───── Data listing ─────
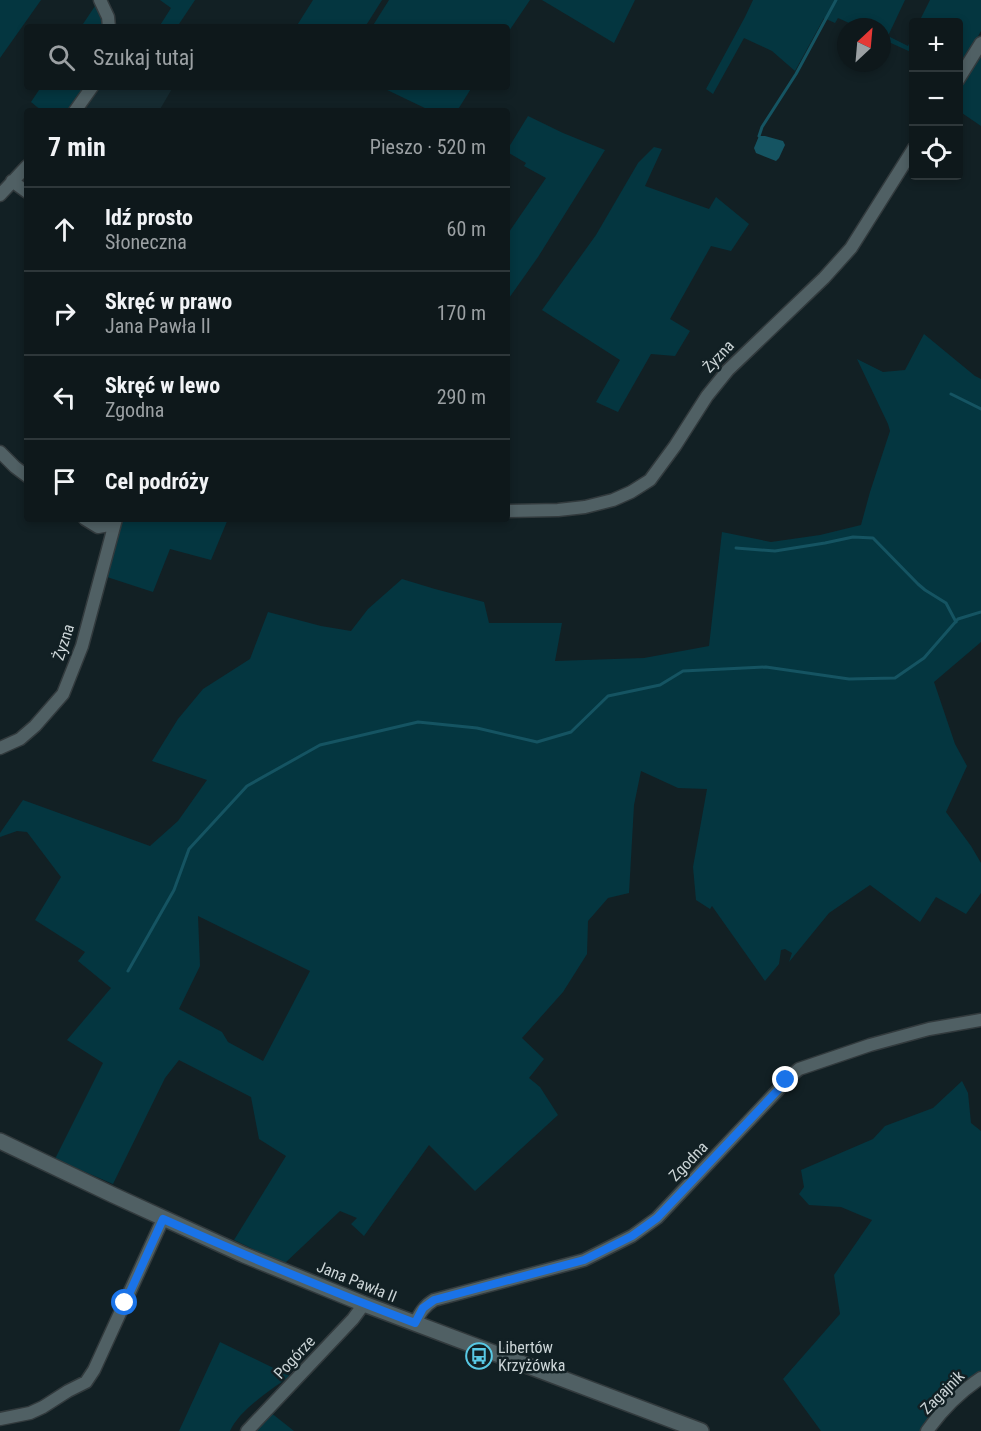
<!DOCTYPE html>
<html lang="pl">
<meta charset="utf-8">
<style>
:root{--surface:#0e181b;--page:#1c2528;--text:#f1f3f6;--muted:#9ba0a3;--line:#2e373a}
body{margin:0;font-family:"Roboto Condensed",sans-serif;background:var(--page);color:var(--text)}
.controls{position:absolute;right:18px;top:18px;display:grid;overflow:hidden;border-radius:6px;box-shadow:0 3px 9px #0003}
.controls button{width:54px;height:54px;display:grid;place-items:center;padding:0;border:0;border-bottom:2px solid var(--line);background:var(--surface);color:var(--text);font:30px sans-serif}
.compass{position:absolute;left:837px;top:18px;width:54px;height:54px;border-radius:50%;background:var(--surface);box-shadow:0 3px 9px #0003;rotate:26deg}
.stop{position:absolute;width:18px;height:18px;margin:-14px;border:4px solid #1a73e8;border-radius:50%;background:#fff}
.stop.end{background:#1a73e8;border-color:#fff;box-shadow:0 2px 6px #0008}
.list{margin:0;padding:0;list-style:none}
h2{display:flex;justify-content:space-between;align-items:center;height:78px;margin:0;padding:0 24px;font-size:26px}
h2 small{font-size:20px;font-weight:400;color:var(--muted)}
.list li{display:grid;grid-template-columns:39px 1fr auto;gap:18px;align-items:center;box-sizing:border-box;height:84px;padding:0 24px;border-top:2px solid var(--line)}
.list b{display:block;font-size:22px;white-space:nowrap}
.list p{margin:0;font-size:20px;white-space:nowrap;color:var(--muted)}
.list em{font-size:20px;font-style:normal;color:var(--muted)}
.icon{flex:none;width:33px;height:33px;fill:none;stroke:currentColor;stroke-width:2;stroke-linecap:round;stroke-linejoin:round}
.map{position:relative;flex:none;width:981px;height:1431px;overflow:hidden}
.search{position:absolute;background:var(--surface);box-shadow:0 3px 9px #0003;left:24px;top:24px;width:486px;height:66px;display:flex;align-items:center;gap:15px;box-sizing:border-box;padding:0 21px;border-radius:6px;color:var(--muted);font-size:22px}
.panel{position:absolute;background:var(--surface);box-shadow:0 3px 9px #0003;left:24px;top:108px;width:486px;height:414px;border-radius:6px}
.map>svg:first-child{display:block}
.built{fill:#162b31}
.green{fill:#043640;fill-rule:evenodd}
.water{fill:#155462}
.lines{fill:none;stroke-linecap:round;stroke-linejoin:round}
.stream{stroke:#155462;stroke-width:3}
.street-casing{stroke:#323a3d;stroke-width:15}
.secondary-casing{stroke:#323a3d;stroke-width:18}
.street{stroke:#506064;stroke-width:12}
.secondary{stroke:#506064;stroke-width:15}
.route{stroke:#1a73e8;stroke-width:8}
.labels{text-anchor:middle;stroke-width:5;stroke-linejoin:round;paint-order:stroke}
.street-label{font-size:16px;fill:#ccd5d7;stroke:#122024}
.poi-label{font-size:16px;fill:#ccd5d7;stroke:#122024;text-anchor:start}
</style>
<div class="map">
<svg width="981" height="1431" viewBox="0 0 981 1431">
<rect width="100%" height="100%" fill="#122024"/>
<path class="built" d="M 99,87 L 173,87 L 159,111 L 80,111 Z"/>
<path class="green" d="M 0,0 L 41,0 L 0,58 Z
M 160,0 L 195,0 L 177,27 L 159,27 L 171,8 Z
M 313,0 L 382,0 L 365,27 L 296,27 Z
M 389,0 L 530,0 L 507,34 L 507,27 L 372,27 Z
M 542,0 L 635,0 L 614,43 Z
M 753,0 L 905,0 L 888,36 L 908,46 L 913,35 L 913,53 L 882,39 L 882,27 L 858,27 L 838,18 L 835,23 L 824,18 L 795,71 L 772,51 L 744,38 L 713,94 L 706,89 L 745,17 Z
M 930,0 L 981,0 L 981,31 L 959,70 L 958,22 L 919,22 Z
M 97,3 L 104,22 L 104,27 L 81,27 Z
M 981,53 L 981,126 L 959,111 L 958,89 L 968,77 Z
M 41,87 L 85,87 L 67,111 L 42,111 L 31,102 Z
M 381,87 L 472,87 L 457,111 L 431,111 Z
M 528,116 L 563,133 L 605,150 L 538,257 L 507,301 L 507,235 L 546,178 L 524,166 L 526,163 L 507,152 L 507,150 Z
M 654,147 L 662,149 L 645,186 L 709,209 L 716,197 L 749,224 L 731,251 L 711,246 L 670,319 L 690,331 L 675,356 L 651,354 L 618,412 L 596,402 L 620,360 L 542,310 L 596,235 L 638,163 Z
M 924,334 L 975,376 L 981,379 L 981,642 L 934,682 L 955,744 L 967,766 L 946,812 L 971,846 L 981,863 L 981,893 L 966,914 L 936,897 L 920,922 L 870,885 L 829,913 L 789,962 L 792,953 L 785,949 L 781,950 L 779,964 L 765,981 L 712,906 L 710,909 L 696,900 L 693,867 L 707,789 L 678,788 L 641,771 L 634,805 L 629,893 L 608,898 L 588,921 L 587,954 L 563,992 L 522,1038 L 544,1059 L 529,1078 L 540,1087 L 558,1115 L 475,1191 L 429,1145 L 364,1236 L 351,1224 L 357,1218 L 340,1211 L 284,1264 L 234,1240 L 286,1156 L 259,1139 L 251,1097 L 179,1060 L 165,1078 L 113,1184 L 55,1159 L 103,1063 L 67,1040 L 111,988 L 78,961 L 85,952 L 35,920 L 61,877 L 27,832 L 17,831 L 0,837 L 0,833 L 23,800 L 150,846 L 178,821 L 207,780 L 152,761 L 178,719 L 203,689 L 250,659 L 268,612 L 321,626 L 351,631 L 368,609 L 402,579 L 435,589 L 484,602 L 489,623 L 562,623 L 555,661 L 644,658 L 709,646 L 722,532 L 771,542 L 820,535 L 861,525 L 870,492 L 890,431 L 888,424 L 857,359 L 883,372 L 905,370 ZM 198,916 L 310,971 L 263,1061 L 228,1042 L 222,1032 L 179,1009 L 200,966 Z
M 121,519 L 228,519 L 211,560 L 170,549 L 153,592 L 107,577 Z
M 962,1081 L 968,1093 L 971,1123 L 981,1131 L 981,1373 L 934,1413 L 920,1431 L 821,1431 L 783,1379 L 840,1314 L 834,1275 L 872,1220 L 841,1207 L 809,1205 L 799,1194 L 804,1187 L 801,1170 L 873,1139 L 885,1126 L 933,1108 Z
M 220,1342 L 290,1376 C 271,1390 240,1409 230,1431 L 179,1431 Z
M 270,1412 L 294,1431 L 251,1431 Z"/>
<path class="water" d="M 759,136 L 765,136 L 783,141 L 785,145 L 779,158 L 776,161 L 756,153 L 754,148 Z"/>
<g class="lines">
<path class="stream" d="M 759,136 L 762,127 L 796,74 L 836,0
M 951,394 L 981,409
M 736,548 L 775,551 L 825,543 L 853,537 L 873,538 L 918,584 L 925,590 L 946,603 L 956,622
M 128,971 L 174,890 L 189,849 L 247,786 L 320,745 L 418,722 L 477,728 L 537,742 L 571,732 L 608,696 L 660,685 L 683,671 L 766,667 L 849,679 L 895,678 L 924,658 L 958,619 L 981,612"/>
<g class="street-casing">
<path id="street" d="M 100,0 L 108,17 L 109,27
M 958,80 L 981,43
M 75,111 L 92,87
M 12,181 L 27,192
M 0,195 L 27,166
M 0,452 L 15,467 L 27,476
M 507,511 L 558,510 L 585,507 L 613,500 L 631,492 L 650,480 L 675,446 L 707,396 L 728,370 L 824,278 L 851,248 L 914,148
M 85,519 L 98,527 L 114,524
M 0,748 L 20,739 L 35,726 L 63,694 L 82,646 L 116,519
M 415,1323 C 420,1313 424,1306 434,1300 L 584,1260 L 632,1236 L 657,1218 L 778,1090 L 786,1080 L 799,1069 L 870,1045 L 929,1029 L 981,1020
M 0,1419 L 30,1413 L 43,1407 L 68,1391 L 86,1382 L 94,1370 L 163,1219
M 247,1431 L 353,1319 L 364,1304
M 927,1431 C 942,1410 960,1392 981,1378"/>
</g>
<g class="secondary-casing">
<path id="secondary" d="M 0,1141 L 113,1195 L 244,1255 L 364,1304 L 701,1431"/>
</g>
<use href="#street" class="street"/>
<use href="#secondary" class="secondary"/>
</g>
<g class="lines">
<path class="route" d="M 125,1303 L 163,1219 C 246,1256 330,1291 415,1323 L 423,1308 L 434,1300 L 584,1260 L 632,1236 L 657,1218 L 778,1090 L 786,1080"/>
</g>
<defs>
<g id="bus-ring" transform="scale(1.35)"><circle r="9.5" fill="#122024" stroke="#58c8e4" stroke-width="1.5"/><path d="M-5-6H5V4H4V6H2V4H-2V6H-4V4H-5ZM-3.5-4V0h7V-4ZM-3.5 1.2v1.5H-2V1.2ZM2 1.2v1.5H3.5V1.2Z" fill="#58c8e4"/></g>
</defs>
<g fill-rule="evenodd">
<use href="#bus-ring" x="479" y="1356"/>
</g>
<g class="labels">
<g class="street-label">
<text transform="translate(718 356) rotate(-47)" y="6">Żyzna</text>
<text transform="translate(63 642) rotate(-72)" y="6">Żyzna</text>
<text transform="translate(688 1161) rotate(-46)" y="6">Zgodna</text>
<text transform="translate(357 1281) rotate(22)" y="6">Jana Pawła II</text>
<text transform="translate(294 1357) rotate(-47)" y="6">Pogórze</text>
<text transform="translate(942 1392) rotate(-45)" y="6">Zagajnik</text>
</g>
<g class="poi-label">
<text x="498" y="1353">Libertów<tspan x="498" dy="18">Krzyżówka</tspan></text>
</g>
</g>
</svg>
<div class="controls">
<button>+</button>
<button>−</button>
<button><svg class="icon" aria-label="locate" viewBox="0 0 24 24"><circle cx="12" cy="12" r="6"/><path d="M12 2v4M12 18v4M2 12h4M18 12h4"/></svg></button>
</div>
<svg class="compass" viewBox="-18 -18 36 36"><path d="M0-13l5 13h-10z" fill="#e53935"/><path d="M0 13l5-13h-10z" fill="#9ba0a3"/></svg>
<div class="stop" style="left:125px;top:1303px"></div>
<div class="stop end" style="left:786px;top:1080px"></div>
<div class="search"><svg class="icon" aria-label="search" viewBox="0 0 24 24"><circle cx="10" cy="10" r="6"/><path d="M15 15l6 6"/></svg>Szukaj tutaj</div>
<section class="panel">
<h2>7 min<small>Pieszo · 520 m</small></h2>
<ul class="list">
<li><svg class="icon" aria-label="ahead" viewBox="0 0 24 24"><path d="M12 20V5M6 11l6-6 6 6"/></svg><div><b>Idź prosto</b><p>Słoneczna</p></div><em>60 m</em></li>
<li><svg class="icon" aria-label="right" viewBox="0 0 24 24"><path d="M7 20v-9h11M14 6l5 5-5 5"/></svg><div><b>Skręć w prawo</b><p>Jana Pawła II</p></div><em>170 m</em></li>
<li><svg class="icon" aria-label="left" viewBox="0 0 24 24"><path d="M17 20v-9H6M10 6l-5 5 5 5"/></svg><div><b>Skręć w lewo</b><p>Zgodna</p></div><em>290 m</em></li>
<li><svg class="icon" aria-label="arrive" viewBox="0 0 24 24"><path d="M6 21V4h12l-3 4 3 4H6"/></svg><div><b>Cel podróży</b></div></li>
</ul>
</section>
</div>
─────
▸ **Task instructions**: Look through the entries above and find each line where the word "grid" occurs; copy those lines.

▸ **Your solution**:
.controls{position:absolute;right:18px;top:18px;display:grid;overflow:hidden;border-radius:6px;box-shadow:0 3px 9px #0003}
.controls button{width:54px;height:54px;display:grid;place-items:center;padding:0;border:0;border-bottom:2px solid var(--line);background:var(--surface);color:var(--text);font:30px sans-serif}
.list li{display:grid;grid-template-columns:39px 1fr auto;gap:18px;align-items:center;box-sizing:border-box;height:84px;padding:0 24px;border-top:2px solid var(--line)}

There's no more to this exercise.